- Born: Henrietta Hume September 30, 1854 Columbia, Missouri, U.S.
- Died: October 11, 1921 (aged 67) Los Angeles, California, U.S.
- Education: University of Missouri
- Occupation: Lawyer

= Henrietta Hume Pettijohn Buck =

American lawyer

Henrietta Hume Pettijohn Buck (September 30, 1854 – October 11, 1921) was New Mexico’s first female lawyer.

She was born September 30, 1854, in Columbia, Missouri, the eldest of the five surviving children of James Robert Hume and Sallie Boothe. She attended the University of Missouri and initially began a career as a novelist when she wrote Etalee, From the Waves, After Many Years, and Dorothy. On April 15, 1892, she became the first woman admitted to practice law in New Mexico.

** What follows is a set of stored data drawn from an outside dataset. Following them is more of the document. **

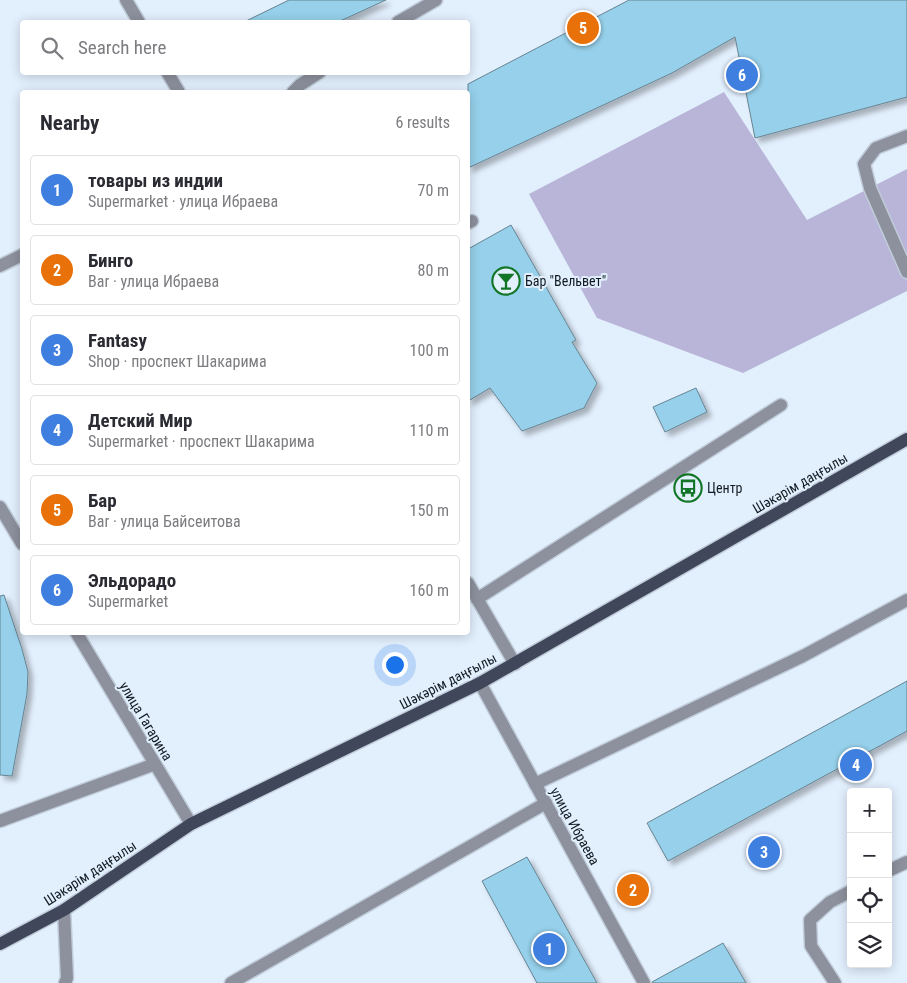 <!DOCTYPE html>
<meta charset="utf-8">
<style>
body{margin:0;font-family:"Roboto Condensed",sans-serif;background:#f2f2f3;color:#2b2b33}
.controls{position:absolute;right:15px;bottom:15px;display:grid;overflow:hidden;border-radius:5px;box-shadow:0 2px 12px #0003}
.controls button{width:45px;height:45px;display:grid;place-items:center;padding:0;border:0;border-bottom:1px solid #e1e1e2;background:#fff;color:#2b2b33;font:25px sans-serif}
.you{position:absolute;left:394px;top:664px;width:18px;height:18px;margin:-12px;border:4px solid #fff;border-radius:50%;background:#1a73e8;box-shadow:0 0 0 8px #1a73e833}
.badge{display:grid;place-items:center;width:32px;height:32px;border-radius:50%;background:#1a73e8;color:#fff;font-size:16px;font-weight:700}
.pin{position:absolute;translate:-50% -50%;border:2px solid #fff;box-shadow:0 1px 5px #0006}
.list{margin:0;padding:0;list-style:none}
h2{display:flex;justify-content:space-between;align-items:center;height:65px;margin:0;padding:0 20px;font-size:21px}
h2 small{font-size:16px;font-weight:400;color:#7c7c81}
.list li{display:grid;grid-template-columns:32px 1fr auto;gap:15px;align-items:center;box-sizing:border-box;height:70px;margin:0 10px 10px;padding:0 10px;border:1px solid #e1e1e2;border-radius:5px}
.list b{display:block;font-size:19px;white-space:nowrap}
.list p{margin:0;font-size:16px;white-space:nowrap;color:#7c7c81}
.list em{font-size:16px;font-style:normal;color:#7c7c81}
.icon{flex:none;width:28px;height:28px;fill:none;stroke:currentColor;stroke-width:2;stroke-linecap:round;stroke-linejoin:round}
.map{position:relative;flex:none;width:907px;height:983px;overflow:hidden}
.search{position:absolute;background:#fff;box-shadow:0 2px 12px #0003;left:20px;top:20px;width:450px;height:55px;display:flex;align-items:center;gap:12px;box-sizing:border-box;padding:0 18px;border-radius:5px;color:#7c7c81;font-size:19px}
.panel{position:absolute;background:#fff;box-shadow:0 2px 12px #0003;left:20px;top:90px;width:450px;height:545px;border-radius:5px}
.map>svg:first-child{display:block}
.green{fill:#b8b5d8}
.building{fill:#96d0ea;stroke:#678492;filter:url(#shadow)}
.lines{fill:none;stroke-linecap:round;stroke-linejoin:round}
.minor-casing{stroke:#c1cdda;stroke-width:15}
.major-casing{stroke:#c1cdda;stroke-width:15}
.minor{stroke:#8d919d;stroke-width:12}
.major{stroke:#40475a;stroke-width:12}
.labels{text-anchor:middle;dominant-baseline:central;stroke-width:4;stroke-linejoin:round;paint-order:stroke}
.poi-label{font-size:14px;fill:#121a21;stroke:#e2effd;text-anchor:start}
.street-label{font-size:14px;fill:#121a21;stroke:#e2effd}
</style>
<div class="map">
<svg width="907" height="983" viewBox="0 0 907 983">
<defs>
<filter id="shadow"><feDropShadow dx="4.5" dy="4.5" stdDeviation="2.5" flood-color="#0004"/></filter>
</defs>
<rect width="100%" height="100%" fill="#e2effd"/>
<path class="green" d="M724,92L807,220L907,169V291L743,373L597,318L529,194Z"/>
<g class="building">
<path d="M289,0H386L338,22H244Z"/>
<path d="M629,0H907V97L755,138L735,37L672,73L468,168V84Z"/>
<path d="M511,225L576,340L572,342L597,383L584,408L522,431L490,388L468,401V249Z"/>
<path d="M696,388L707,412L665,432L653,407Z"/>
<path d="M4,595L22,649L28,672L27,694L12,776L0,775V596Z"/>
<path d="M907,681V731L668,861L647,823Z"/>
<path d="M527,857L597,983H537L482,881Z"/>
<path d="M723,943L746,983H652V982Z"/>
</g>
<g class="lines">
<g class="minor-casing">
<g id="minor">
<path d="M126,0L139,22"/>
<path d="M398,22L436,0"/>
<path d="M167,72L179,92"/>
<path d="M293,92L300,85L320,72"/>
<path d="M907,136L876,148L864,164L870,188L907,272"/>
<path d="M468,223L472,221"/>
<path d="M0,266L22,255"/>
<path d="M0,507L22,544"/>
<path d="M468,583L515,664"/>
<path d="M477,599L781,405"/>
<path d="M76,632L191,824"/>
<path d="M480,683L644,983"/>
<path d="M535,784L803,656L907,600"/>
<path d="M0,821L155,764"/>
<path d="M888,871L907,862"/>
<path d="M64,910L67,978L65,983"/>
<path d="M231,983L546,803"/>
<path d="M835,983L811,946L810,920L830,902L851,891"/>
</g>
</g>
<g class="major-casing">
<path id="major" d="M0,944L64,910L191,824L480,683L907,439"/>
</g>
<use href="#minor" class="minor"/>
<use href="#major" class="major"/>
</g>
<defs>
<g id="bar-ring" transform="scale(1.4375)"><circle r="9.5" fill="#e2effd" stroke="#137627" stroke-width="1.5"/><path d="M-6-5H6L.8 .8V4.5H3.5V6h-7V4.5H-.8V.8Z" fill="#137627"/></g>
<g id="bus-ring" transform="scale(1.4375)"><circle r="9.5" fill="#e2effd" stroke="#137627" stroke-width="1.5"/><path d="M-5-6H5V4H4V6H2V4H-2V6H-4V4H-5ZM-3.5-4V0h7V-4ZM-3.5 1.2v1.5H-2V1.2ZM2 1.2v1.5H3.5V1.2Z" fill="#137627"/></g>
</defs>
<g fill-rule="evenodd">
<use href="#bar-ring" x="506" y="281"/>
<use href="#bus-ring" x="688" y="488"/>
</g>
<g class="labels">
<g class="poi-label">
<text x="525" y="281">Бар "Вельвет"</text>
<text x="707" y="488">Центр</text>
</g>
<g class="street-label">
<text transform="translate(800 483) rotate(-30)">Шәкәрім даңғылы</text>
<text transform="translate(448 681) rotate(-27)">Шәкәрім даңғылы</text>
<text transform="translate(146 721) rotate(59)">улица Гагарина</text>
<text transform="translate(575 826) rotate(61)">улица Ибраева</text>
<text transform="translate(90 873) rotate(-33)">Шәкәрім даңғылы</text>
</g>
</g>
</svg>
<div class="controls">
<button>+</button>
<button>−</button>
<button><svg class="icon" aria-label="locate" viewBox="0 0 24 24"><circle cx="12" cy="12" r="6"/><path d="M12 2v4M12 18v4M2 12h4M18 12h4"/></svg></button>
<button><svg class="icon" aria-label="layers" viewBox="0 0 24 24"><path d="M12 4l9 5-9 5-9-5zM3 14l9 5 9-5"/></svg></button>
</div>
<div class="you"></div>
<div class="pin badge" style="left:549px;top:949px;background:#3f7fe0">1</div>
<div class="pin badge" style="left:633px;top:890px;background:#e8710a">2</div>
<div class="pin badge" style="left:764px;top:852px;background:#3f7fe0">3</div>
<div class="pin badge" style="left:856px;top:765px;background:#3f7fe0">4</div>
<div class="pin badge" style="left:583px;top:28px;background:#e8710a">5</div>
<div class="pin badge" style="left:742px;top:75px;background:#3f7fe0">6</div>
<div class="search"><svg class="icon" aria-label="search" viewBox="0 0 24 24"><circle cx="10" cy="10" r="6"/><path d="M15 15l6 6"/></svg>Search here</div>
<section class="panel">
<h2>Nearby<small>6 results</small></h2>
<ul class="list">
<li><span class="badge" style="background:#3f7fe0">1</span><div><b>товары из индии</b><p>Supermarket · улица Ибраева</p></div><em>70 m</em></li>
<li><span class="badge" style="background:#e8710a">2</span><div><b>Бинго</b><p>Bar · улица Ибраева</p></div><em>80 m</em></li>
<li><span class="badge" style="background:#3f7fe0">3</span><div><b>Fantasy</b><p>Shop · проспект Шакарима</p></div><em>100 m</em></li>
<li><span class="badge" style="background:#3f7fe0">4</span><div><b>Детский Мир</b><p>Supermarket · проспект Шакарима</p></div><em>110 m</em></li>
<li><span class="badge" style="background:#e8710a">5</span><div><b>Бар</b><p>Bar · улица Байсеитова</p></div><em>150 m</em></li>
<li><span class="badge" style="background:#3f7fe0">6</span><div><b>Эльдорадо</b><p>Supermarket</p></div><em>160 m</em></li>
</ul>
</section>
</div>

She married Dr J. B. Pettijohn from Las Vegas, New Mexico, and divorced him in 1893. They had one daughter, Cora Hume Pettijohn. She then married ranch owner Arthur P. Buck. Their daughter, Carrick Hume Buck, also became a prominent lawyer, and her distinguished career included becoming the first woman to serve as the Assistant U.S. District Attorney and a judge (including a Supreme Court Justice) in Hawaii.

==Death and legacy==
Buck died on October 11, 1921, in Los Angeles, California. The New Mexico Women's Bar Association established the Henrietta Pettijohn Award in her name.